A shortest-path based clustering algorithm for joint human-machine analysis of complex datasets
This work addresses clustering artifacts in biomedical and other empirical datasets, offering a method for joint human-machine analysis, though it appears incremental as it builds on existing clustering techniques.
The authors tackled the problem of clustering datasets with heterogeneous structures by proposing a shortest-path based algorithm that evaluates path properties and integrates prior knowledge via a path classifier, achieving accurate results on challenging synthetic and microscopy datasets.

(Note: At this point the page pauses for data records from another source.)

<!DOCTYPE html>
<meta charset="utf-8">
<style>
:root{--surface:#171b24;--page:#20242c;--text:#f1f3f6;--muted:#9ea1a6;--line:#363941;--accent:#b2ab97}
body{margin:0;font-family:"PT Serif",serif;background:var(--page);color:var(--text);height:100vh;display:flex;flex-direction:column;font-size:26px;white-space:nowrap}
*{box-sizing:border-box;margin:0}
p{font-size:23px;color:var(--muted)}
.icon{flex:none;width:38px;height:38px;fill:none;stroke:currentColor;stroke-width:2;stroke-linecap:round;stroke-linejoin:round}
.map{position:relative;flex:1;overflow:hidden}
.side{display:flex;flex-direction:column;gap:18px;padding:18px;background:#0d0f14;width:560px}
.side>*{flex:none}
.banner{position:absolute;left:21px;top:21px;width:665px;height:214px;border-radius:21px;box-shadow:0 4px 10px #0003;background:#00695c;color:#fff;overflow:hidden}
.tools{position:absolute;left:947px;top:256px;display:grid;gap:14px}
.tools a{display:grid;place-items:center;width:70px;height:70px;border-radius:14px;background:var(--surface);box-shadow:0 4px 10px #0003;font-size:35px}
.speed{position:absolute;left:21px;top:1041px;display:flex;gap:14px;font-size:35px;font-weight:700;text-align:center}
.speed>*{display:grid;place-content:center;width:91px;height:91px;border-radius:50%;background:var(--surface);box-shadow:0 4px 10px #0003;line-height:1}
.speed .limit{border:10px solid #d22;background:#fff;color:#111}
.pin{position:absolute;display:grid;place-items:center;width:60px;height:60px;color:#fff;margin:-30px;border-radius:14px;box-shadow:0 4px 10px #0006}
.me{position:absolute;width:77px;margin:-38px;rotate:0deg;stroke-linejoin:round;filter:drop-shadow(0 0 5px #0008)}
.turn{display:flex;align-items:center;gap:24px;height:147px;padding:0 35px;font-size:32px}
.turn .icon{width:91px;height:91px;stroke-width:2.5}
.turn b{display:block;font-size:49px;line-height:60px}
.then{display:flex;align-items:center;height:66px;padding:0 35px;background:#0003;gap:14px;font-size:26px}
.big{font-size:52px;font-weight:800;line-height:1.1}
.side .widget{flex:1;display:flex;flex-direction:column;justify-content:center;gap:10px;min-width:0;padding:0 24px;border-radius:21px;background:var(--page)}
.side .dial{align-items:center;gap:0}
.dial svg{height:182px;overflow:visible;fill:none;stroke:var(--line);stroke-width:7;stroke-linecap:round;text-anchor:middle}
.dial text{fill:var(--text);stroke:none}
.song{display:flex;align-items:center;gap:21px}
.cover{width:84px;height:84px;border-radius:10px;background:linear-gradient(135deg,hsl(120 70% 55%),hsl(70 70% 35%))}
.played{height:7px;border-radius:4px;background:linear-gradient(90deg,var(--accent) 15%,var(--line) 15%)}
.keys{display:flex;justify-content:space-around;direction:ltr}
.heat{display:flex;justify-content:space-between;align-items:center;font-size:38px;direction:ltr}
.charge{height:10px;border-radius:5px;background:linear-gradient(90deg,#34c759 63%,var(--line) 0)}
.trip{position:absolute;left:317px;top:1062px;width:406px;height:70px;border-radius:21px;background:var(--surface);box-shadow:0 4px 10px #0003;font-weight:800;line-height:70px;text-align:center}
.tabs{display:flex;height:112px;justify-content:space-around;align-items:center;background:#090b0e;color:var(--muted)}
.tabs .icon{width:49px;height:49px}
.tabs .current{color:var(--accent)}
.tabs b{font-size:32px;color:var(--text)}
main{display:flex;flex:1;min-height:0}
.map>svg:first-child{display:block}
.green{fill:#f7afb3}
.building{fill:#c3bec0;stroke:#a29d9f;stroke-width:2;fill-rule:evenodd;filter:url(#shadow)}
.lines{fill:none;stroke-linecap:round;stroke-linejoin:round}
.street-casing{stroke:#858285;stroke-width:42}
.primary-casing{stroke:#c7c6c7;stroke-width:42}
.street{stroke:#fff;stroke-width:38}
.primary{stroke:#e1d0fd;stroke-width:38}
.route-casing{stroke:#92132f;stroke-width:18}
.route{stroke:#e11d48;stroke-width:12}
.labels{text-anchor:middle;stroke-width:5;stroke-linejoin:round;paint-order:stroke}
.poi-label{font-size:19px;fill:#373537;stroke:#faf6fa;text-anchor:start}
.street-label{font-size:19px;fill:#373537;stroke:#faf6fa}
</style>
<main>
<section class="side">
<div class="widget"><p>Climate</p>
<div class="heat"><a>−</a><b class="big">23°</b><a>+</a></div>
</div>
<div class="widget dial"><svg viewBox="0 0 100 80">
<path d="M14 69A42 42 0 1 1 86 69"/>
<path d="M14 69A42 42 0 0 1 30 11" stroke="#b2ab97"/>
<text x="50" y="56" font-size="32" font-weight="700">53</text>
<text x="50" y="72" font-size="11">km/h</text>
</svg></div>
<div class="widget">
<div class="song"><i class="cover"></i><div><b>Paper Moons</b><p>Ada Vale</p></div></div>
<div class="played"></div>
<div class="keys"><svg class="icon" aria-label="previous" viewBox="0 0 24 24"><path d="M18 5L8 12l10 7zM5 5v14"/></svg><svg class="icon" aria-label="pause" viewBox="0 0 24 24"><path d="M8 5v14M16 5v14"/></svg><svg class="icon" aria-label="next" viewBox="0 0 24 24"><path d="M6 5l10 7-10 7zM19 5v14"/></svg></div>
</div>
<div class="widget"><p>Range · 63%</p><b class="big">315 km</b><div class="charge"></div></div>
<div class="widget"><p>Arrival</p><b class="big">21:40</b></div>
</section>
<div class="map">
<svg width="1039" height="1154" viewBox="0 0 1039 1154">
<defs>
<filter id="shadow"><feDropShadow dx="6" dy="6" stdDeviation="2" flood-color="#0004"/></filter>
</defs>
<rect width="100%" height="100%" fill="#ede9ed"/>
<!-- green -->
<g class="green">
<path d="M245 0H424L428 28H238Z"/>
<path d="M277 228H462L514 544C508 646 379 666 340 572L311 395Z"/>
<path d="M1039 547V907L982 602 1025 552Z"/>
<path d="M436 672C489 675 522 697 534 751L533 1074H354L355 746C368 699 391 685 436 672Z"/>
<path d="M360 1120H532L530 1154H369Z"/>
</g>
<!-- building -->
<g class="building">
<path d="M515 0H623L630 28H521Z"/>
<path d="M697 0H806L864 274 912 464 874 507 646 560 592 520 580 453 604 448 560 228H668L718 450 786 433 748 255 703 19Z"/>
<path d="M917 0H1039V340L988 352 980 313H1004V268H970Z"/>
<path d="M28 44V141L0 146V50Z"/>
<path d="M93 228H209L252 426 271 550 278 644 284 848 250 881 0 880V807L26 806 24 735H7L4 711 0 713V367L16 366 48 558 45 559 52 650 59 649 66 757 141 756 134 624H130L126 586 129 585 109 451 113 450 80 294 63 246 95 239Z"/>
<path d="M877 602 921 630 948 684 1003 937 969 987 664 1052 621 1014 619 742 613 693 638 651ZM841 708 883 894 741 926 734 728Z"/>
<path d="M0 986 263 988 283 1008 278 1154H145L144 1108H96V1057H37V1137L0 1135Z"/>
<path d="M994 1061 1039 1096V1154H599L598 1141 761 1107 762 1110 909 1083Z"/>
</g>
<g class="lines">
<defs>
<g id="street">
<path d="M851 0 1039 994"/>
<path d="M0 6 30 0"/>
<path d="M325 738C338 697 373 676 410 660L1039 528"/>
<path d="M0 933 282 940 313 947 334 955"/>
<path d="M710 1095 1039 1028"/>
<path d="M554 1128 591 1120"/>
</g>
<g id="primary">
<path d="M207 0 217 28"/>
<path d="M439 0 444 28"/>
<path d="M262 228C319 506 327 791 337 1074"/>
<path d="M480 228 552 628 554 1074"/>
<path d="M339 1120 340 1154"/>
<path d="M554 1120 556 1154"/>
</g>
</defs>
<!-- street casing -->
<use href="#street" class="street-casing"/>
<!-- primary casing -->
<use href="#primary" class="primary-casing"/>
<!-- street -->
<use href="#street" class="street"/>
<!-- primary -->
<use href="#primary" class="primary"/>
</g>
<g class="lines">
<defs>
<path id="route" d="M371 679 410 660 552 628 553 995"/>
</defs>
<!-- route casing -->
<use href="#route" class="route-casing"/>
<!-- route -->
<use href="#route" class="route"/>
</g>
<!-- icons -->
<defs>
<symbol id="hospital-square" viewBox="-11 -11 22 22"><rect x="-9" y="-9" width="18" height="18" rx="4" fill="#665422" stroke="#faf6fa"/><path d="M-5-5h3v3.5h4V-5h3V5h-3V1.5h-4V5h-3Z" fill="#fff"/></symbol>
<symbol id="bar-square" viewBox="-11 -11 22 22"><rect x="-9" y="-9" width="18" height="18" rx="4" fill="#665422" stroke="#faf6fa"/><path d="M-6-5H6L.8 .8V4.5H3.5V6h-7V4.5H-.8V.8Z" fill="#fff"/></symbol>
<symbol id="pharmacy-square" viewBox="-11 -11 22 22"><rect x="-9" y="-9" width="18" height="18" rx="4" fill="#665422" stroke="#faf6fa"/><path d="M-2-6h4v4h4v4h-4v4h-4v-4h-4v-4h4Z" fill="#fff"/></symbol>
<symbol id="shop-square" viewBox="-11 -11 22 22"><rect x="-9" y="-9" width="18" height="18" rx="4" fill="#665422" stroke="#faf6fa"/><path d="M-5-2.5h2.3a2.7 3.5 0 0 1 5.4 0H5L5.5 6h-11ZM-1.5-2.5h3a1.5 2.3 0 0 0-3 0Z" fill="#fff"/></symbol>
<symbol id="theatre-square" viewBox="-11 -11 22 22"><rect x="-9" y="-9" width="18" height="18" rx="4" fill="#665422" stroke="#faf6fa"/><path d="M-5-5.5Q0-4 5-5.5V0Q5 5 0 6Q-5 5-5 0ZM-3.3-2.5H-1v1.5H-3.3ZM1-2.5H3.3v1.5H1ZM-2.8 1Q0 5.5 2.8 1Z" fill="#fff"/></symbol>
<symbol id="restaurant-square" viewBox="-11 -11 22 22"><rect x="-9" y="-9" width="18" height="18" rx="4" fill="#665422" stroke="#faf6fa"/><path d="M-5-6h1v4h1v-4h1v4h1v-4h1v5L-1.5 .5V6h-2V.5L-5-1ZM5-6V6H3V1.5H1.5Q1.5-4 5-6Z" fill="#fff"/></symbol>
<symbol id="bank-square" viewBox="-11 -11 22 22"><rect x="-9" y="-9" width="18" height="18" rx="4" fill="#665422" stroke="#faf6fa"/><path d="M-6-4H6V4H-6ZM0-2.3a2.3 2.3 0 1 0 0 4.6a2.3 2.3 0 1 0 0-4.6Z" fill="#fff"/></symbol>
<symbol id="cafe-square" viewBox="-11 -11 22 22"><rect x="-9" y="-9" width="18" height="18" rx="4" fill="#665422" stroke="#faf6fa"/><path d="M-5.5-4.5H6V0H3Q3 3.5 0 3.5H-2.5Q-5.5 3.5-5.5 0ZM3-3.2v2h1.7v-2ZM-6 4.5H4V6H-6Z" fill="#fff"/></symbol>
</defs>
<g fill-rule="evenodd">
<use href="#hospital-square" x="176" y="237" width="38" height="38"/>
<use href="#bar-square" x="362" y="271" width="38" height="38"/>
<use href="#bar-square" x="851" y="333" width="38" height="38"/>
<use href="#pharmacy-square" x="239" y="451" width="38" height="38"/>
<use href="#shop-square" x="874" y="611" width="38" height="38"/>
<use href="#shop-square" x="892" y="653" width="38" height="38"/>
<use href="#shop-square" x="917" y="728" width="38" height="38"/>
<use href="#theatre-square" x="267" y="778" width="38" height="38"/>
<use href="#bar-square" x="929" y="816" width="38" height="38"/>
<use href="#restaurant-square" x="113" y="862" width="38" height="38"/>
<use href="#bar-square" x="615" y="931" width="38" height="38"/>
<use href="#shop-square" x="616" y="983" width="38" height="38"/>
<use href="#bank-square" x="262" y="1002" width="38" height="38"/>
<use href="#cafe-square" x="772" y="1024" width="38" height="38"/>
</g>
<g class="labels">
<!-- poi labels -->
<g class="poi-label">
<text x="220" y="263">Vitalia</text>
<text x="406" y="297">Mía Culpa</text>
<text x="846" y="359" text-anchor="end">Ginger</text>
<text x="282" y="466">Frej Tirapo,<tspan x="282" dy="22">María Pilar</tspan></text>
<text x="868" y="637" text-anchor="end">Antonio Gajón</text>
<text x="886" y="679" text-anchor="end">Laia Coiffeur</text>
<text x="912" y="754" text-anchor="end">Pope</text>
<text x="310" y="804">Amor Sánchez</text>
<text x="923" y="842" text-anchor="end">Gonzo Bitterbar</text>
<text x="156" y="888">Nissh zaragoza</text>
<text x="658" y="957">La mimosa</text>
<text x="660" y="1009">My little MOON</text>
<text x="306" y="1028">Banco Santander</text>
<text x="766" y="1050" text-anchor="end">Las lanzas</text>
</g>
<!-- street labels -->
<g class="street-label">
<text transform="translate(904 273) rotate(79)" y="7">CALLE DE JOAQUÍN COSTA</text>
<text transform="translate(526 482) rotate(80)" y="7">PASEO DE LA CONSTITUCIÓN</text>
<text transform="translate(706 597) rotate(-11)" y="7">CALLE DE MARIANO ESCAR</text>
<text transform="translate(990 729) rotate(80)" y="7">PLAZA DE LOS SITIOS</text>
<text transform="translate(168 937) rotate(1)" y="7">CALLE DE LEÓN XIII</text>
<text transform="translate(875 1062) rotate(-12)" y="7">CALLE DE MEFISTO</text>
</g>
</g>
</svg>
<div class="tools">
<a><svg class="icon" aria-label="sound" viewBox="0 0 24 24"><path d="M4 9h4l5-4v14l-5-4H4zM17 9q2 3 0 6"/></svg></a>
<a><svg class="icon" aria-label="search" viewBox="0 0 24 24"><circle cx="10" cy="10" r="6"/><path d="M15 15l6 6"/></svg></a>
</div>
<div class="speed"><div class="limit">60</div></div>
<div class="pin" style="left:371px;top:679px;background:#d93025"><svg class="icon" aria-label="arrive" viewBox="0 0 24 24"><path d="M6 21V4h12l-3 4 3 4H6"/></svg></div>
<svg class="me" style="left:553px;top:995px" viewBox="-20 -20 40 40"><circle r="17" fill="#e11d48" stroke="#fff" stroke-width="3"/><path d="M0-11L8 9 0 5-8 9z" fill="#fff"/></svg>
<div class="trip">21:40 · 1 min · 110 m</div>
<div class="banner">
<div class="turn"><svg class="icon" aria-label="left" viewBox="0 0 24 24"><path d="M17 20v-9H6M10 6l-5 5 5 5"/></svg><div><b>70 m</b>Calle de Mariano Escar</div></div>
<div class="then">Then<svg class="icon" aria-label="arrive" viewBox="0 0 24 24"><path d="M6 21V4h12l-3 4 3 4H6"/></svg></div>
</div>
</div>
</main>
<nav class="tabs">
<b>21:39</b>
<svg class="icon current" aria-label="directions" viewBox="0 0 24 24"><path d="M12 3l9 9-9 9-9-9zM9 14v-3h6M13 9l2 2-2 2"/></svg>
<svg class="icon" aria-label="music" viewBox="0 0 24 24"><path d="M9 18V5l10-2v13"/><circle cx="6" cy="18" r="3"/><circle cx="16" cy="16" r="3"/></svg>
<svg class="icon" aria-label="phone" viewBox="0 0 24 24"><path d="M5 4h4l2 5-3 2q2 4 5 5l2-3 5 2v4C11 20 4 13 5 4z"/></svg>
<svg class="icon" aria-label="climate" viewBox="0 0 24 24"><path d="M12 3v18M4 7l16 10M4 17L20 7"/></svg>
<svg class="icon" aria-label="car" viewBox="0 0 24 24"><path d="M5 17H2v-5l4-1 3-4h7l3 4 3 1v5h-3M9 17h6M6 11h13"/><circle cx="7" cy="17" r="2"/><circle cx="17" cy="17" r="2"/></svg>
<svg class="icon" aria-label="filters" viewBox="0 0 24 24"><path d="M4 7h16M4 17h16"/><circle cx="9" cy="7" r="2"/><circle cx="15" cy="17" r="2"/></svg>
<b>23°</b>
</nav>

Clustering is a technique for the analysis of datasets obtained by empirical studies in several disciplines with a major application for biomedical research. Essentially, clustering algorithms are executed by machines aiming at finding groups of related points in a dataset. However, the result of grouping depends on both metrics for point-to-point similarity and rules for point-to-group association. Indeed, non-appropriate metrics and rules can lead to undesirable clustering artifacts. This is especially relevant for datasets, where groups with heterogeneous structures co-exist. In this work, we propose an algorithm that achieves clustering by exploring the paths between points. This allows both, to evaluate the properties of the path (such as gaps, density variations, etc.), and expressing the preference for certain paths. Moreover, our algorithm supports the integration of existing knowledge about admissible and non-admissible clusters by training a path classifier. We demonstrate the accuracy of the proposed method on challenging datasets including points from synthetic shapes in publicly available benchmarks and microscopy data.